2. Loader Execution: The initial executable is a modified version of RustSL, an open-source shellcode loader written in Rust. It performs environment checks before proceeding.
3. Payload Delivery: The RustSL loader downloads and executes the primary payload, ValleyRAT.
4. Secondary Payload: ValleyRAT is then used to deliver the final payload, the new ABCDoor backdoor, which provides capabilities for data exfiltration and remote control.

Technical Analysis

The Silver Fox group demonstrates tactical agility by adapting its phishing methods for different target regions. The use of PDF files with external links against Russian targets is a deliberate attempt to evade security scanners that might block direct executable attachments but are less likely to flag a PDF.

The use of a multi-stage malware deployment is a common APT tactic. RustSL acts as a lightweight, evasive first stage. ValleyRAT provides a flexible, modular platform for C2 and further actions. The introduction of ABCDoor, a new Python-based backdoor, suggests the group is actively developing its toolkit to evade signature-based detection.

MITRE ATT&CK Techniques Observed:

• T1566.001 - Phishing: Spearphishing Attachment: Using malicious RAR and ZIP archives in emails.
• T1566.002 - Phishing: Spearphishing Link: Using links within PDF attachments to download malware.
• T1204.002 - User Execution: Malicious File: Relies on the user opening the malicious file from the archive.
• T1105 - Ingress Tool Transfer: Downloading ValleyRAT and ABCDoor after initial access.
• T1059.006 - Command and Scripting Interpreter: Python: ABCDoor is a Python-based backdoor.
• T1027 - Obfuscated Files or Information: Using modified open-source loaders like RustSL to evade detection.

Impact Assessment

The primary goal of the Silver Fox APT is likely intelligence gathering for economic or state advantage. By targeting industrial, consulting, and transportation sectors, the group may be seeking to steal intellectual property, trade secrets, or sensitive business information. The high volume of phishing emails (over 1,600 in two months) indicates a broad and persistent campaign. A successful compromise by ABCDoor or ValleyRAT would give the attackers long-term access to a victim's network, allowing for extensive data exfiltration and monitoring.

Detection & Response

• Email Security: Enhance email gateway filtering to better detect and quarantine emails with malicious archives (RAR, ZIP) or PDFs containing suspicious external links.

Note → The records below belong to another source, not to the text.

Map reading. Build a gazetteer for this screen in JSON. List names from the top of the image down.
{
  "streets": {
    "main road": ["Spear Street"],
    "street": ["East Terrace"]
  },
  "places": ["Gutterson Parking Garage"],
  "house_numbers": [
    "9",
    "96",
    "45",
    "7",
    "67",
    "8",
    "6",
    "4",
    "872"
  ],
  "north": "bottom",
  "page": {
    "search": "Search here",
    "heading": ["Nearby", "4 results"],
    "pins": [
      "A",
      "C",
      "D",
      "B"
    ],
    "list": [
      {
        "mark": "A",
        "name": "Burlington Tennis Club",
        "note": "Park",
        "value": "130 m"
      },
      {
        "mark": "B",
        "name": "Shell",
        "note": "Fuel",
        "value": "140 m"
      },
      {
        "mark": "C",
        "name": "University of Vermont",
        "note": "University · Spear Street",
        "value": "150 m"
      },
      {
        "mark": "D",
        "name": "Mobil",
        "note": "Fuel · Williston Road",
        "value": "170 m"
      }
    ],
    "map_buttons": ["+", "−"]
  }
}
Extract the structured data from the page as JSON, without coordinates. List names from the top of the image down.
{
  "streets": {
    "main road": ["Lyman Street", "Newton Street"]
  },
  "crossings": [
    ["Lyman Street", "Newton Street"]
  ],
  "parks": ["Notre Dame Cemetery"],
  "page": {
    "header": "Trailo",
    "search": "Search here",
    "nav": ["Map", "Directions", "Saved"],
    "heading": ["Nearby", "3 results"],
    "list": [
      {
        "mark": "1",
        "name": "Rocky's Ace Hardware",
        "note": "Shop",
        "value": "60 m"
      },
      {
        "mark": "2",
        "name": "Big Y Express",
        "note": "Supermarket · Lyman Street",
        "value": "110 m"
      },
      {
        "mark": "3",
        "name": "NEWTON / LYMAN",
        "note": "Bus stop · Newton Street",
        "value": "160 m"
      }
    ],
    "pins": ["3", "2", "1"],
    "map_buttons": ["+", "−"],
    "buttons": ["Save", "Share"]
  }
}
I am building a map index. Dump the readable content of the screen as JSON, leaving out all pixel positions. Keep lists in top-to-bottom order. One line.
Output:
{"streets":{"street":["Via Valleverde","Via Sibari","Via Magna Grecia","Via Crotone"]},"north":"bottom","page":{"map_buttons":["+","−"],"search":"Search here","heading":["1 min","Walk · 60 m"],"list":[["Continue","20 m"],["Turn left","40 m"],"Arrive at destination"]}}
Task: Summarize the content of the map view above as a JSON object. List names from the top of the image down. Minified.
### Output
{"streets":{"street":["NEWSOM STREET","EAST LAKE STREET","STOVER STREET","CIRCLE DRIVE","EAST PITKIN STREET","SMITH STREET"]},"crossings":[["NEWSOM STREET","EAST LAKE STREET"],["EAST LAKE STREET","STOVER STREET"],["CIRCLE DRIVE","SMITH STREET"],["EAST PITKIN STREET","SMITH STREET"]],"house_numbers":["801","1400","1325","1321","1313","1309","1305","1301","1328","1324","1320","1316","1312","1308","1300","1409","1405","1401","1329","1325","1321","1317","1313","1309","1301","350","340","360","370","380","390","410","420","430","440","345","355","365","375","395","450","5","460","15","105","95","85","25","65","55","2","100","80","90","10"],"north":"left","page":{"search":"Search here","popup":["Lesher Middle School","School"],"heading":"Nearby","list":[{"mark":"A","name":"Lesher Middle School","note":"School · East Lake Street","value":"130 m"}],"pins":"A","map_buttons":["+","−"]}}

Use sandboxing to analyze attachments before delivery.
• Process Analysis (D3-PA): Monitor for the execution of unsigned executables from temporary directories or user download folders. EDR solutions should be configured to alert on processes that exhibit loader-like behavior, such as allocating executable memory and writing to it.
• Network Traffic Analysis (D3-NTA): Identify and baseline C2 traffic from known RATs like ValleyRAT. Look for suspicious outbound connections from processes that should not be communicating with the internet.
• Endpoint Detection: Deploy EDR rules to detect the execution of Python scripts from unusual locations or by unexpected parent processes, which could indicate the presence of ABCDoor.

Mitigation

• User Training: This is the most critical mitigation for phishing attacks. Train employees to be suspicious of unsolicited emails, especially those with urgent calls to action related to sensitive topics like taxes or finances. Teach them to never open attachments or click links from unknown senders and to report suspicious emails.
• Application Hardening (D3-AH): Configure email clients and office applications to block or warn users about opening certain file types or content with external links.
• Executable Denylisting (D3-EDL): Use application control to prevent the execution of unauthorized executables, scripts, and loaders. This can block the initial RustSL payload from running.
• Endpoint Protection: Ensure that antivirus and EDR solutions are up-to-date and configured to detect and block known RATs like ValleyRAT and suspicious Python execution.